In recent years, there has been a growing tendency for municipalities to impose unrealistic times for completion in their construction contracts. In some cases, the time allowed is based upon an assumption of ideal weather and site conditions.
If any delay results from these or other causes, the contractor cannot possibly complete on time, with the result that it becomes liable to the withholding of liquidated damages from the payments to be made under the contract – usually at an arbitrary amount per diem.
Where the time allowed for the contract performance is insufficient, the usual consequence is for all bidders to include an allowance for anticipated liquidated damages that they will have to pay, in the contract price.
Where time is of the essence to a municipality, it should plan well in advance for the carrying out of the project. If necessary, it should obtain contractor advice and input on setting a realistic time to allow for construction of a given project.

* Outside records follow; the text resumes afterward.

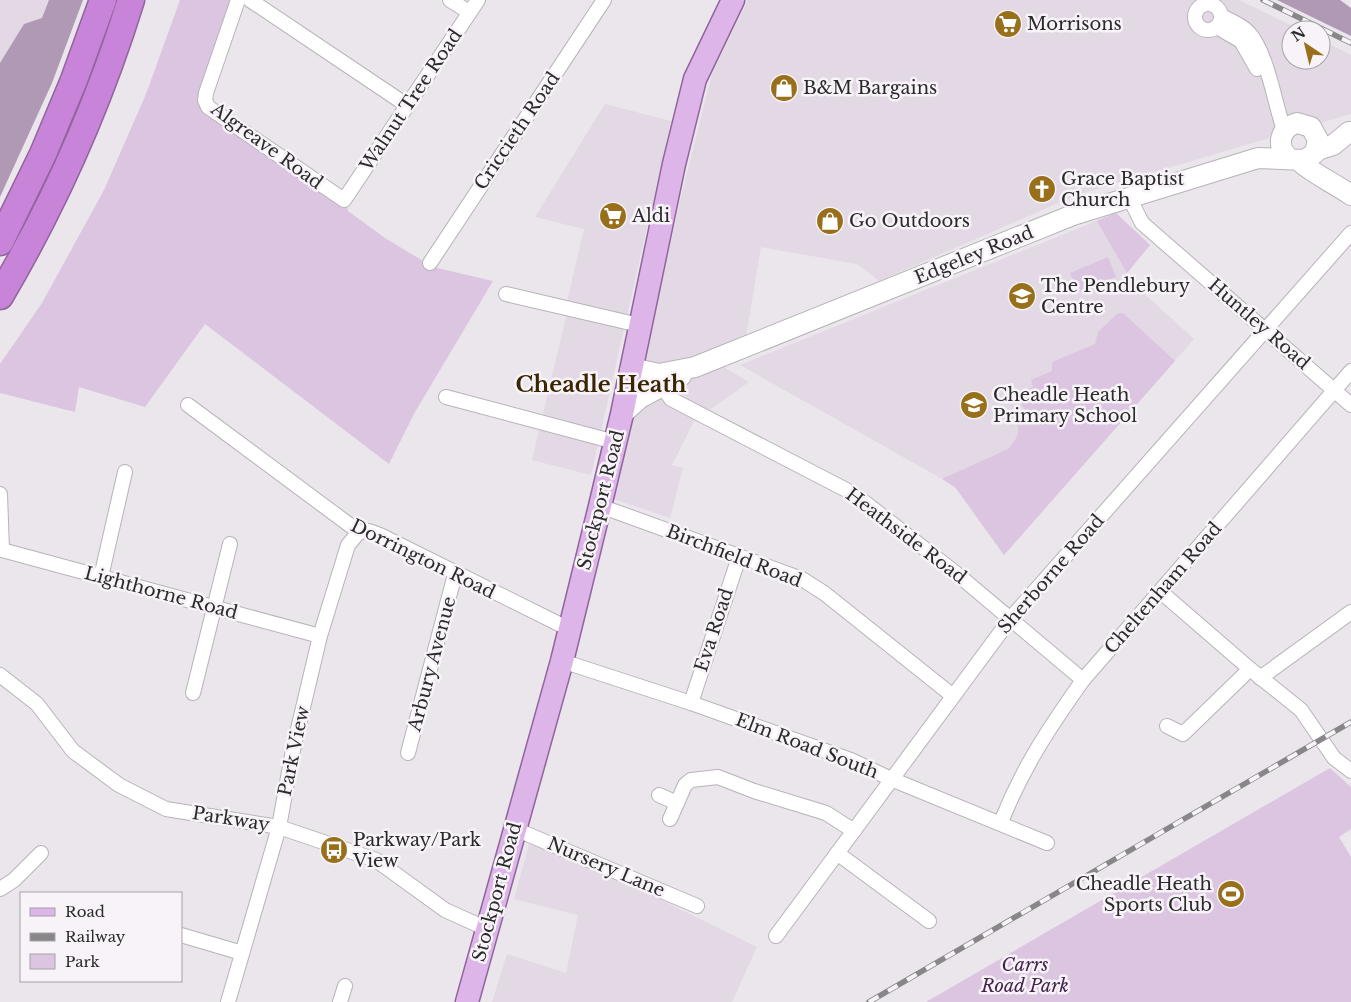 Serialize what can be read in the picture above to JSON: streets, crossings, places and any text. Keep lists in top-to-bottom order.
{
  "streets": {
    "main road": ["Edgeley Road", "Stockport Road"],
    "street": [
      "Walnut Tree Road",
      "Criccieth Road",
      "Algreave Road",
      "Huntley Road",
      "Heathside Road",
      "Birchfield Road",
      "Dorrington Road",
      "Sherborne Road",
      "Cheltenham Road",
      "Lighthorne Road",
      "Eva Road",
      "Arbury Avenue",
      "Elm Road South",
      "Park View",
      "Parkway",
      "Nursery Lane"
    ]
  },
  "crossings": [
    ["Walnut Tree Road", "Algreave Road"],
    ["Edgeley Road", "Huntley Road"],
    ["Edgeley Road", "Stockport Road"],
    ["Edgeley Road", "Heathside Road"],
    ["Huntley Road", "Sherborne Road"],
    ["Huntley Road", "Cheltenham Road"],
    ["Stockport Road", "Heathside Road"],
    ["Stockport Road", "Birchfield Road"],
    ["Stockport Road", "Dorrington Road"],
    ["Stockport Road", "Elm Road South"],
    ["Stockport Road", "Parkway"],
    ["Stockport Road", "Nursery Lane"],
    ["Heathside Road", "Sherborne Road"],
    ["Heathside Road", "Cheltenham Road"],
    ["Birchfield Road", "Sherborne Road"],
    ["Birchfield Road", "Eva Road"],
    ["Dorrington Road", "Arbury Avenue"],
    ["Dorrington Road", "Park View"],
    ["Sherborne Road", "Elm Road South"],
    ["Cheltenham Road", "Elm Road South"],
    ["Lighthorne Road", "Park View"],
    ["Eva Road", "Elm Road South"],
    ["Park View", "Parkway"]
  ],
  "districts": ["Cheadle Heath"],
  "parks": ["Carrs Road Park"],
  "places": {
    "supermarket": ["Morrisons", "Aldi"],
    "shop": ["B&M Bargains", "Go Outdoors"],
    "church": ["Grace Baptist Church"],
    "school or university": ["The Pendlebury Centre", "Cheadle Heath Primary School"],
    "bus stop": ["Parkway/Park View"],
    "sports": ["Cheadle Heath Sports Club"]
  },
  "legend": ["Road", "Railway", "Park"],
  "north": "top left"
}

When it tries to rectify a late decision to proceed by imposing unrealistic time limits, generally it simply ends up costing itself more money: the facility will not be ready on time, and (due to the liquidated damage clause) it pays more because it is delivered later than required.
A further problem is that such penalties are very often unenforceable. The enforceability of financial “penalties” in a construction contract will depend on whether the provision can be characterized as a penalty or as a requirement for payment of liquidated damages.
A penalty can be defined as a requirement for a fixed sum to be paid upon a default or breach of a specified clause(s) where the amount does not bear an apparent relationship to the actual loss suffered.
Often the penalty will be an amount well beyond the damages actually incurred. Such provisions are not legally enforceable.
Thus, caution should be exercised when fixing the penalty payment rate. If it is not, the owner may end up paying its contractor a premium, to offset the effect of a contractual provision that cannot be enforced.
It is always a good idea to have pre-defined rates, equations, and procedures in place before the contract starts. This will eliminate a range of issues from arising during the performance of the contract.
It is wise to specify clear and accurate formulae or methods to pro-determine values for items that affect the final price payable.
For instance, home office overhead rates can be preset and contract provisions can be included to establish a generally accepted manner for determining the equipment rates to be used in pricing change orders.
Specifying a realistic unit price, or a per diem value for extended project time is also a good idea.
Stephen Bauld is Canada's leading expert on government procurement. He can be reached at email@example.com. Some of his columns may contain excerpts from The Municipal Procurement Handbook published by Butterworths.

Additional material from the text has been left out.